- Flag
- Interactive map of Misraq Este
- Zone: Debub Gondar
- Region: Amhara

Area
- • Total: 1,365.19 km^{2} (527.10 sq mi)

Population (2012 est.)
- • Total: 229,133
- • Density: 167.840/km^{2} (434.703/sq mi)

= Misraq Este =

District in Amhara Region, Ethiopia

Misraq Este (Amharic: ምሥራቅ እስቴ) is one of the woredas in the Amhara Region of Ethiopia. Part of the Debub Gondar Zone, Misraq Este is bordered on the south by the Abay River which separates

it from the Misraq Gojjam Zone, on the west by Mirab Este and Dera, on the northwest by Fogera, on the north by Farta, on the northeast by Lay Gayint, and on the east by Simada; part of this woredas boundary with Simada is defined by the Musafa River at the north border and Yiba River on the south border which join together and become a tributary of the Abay River.

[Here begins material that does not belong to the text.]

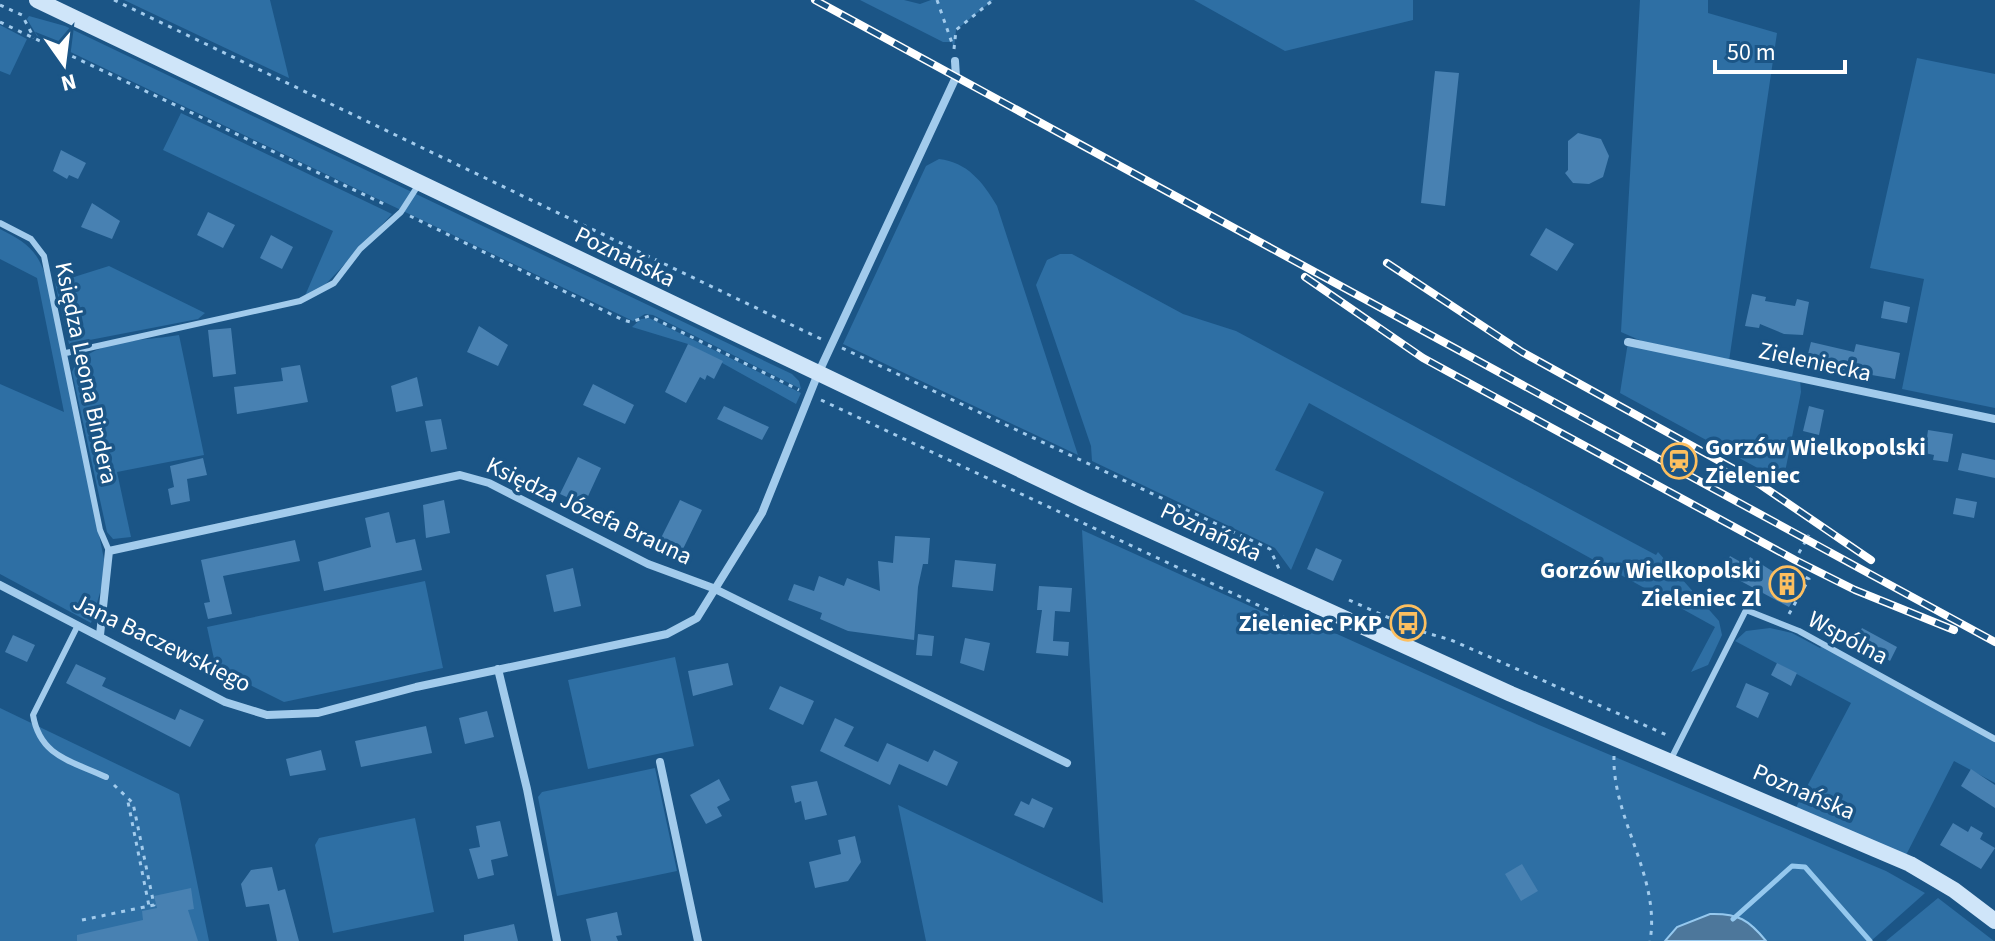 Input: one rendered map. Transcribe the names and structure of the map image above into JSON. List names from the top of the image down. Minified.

Towns in Misraq Este include Mekane Yesus.

==Demographics==
A 2012 estimate puts the population at 229,133. This gives a population density of 167.84 people per square kilometer (434.70 people per square mile), given its area of 1,365.19 square kilometers (527.10 square miles), higher than the South Gondar Zone average of 158.85 people per square kilometer (411.43 people per square mile).

Based on the 2007 national census conducted by the Central Statistical Agency of Ethiopia (CSA), this woreda has a total population of 210,825, of whom 107,555 are men and 103,270 women; 13,901 or 6.59% are urban inhabitants. The majority of the inhabitants practiced Ethiopian Orthodox Christianity, with 97.08% reporting that as their religion, while 2.91% of the population said they were Muslim.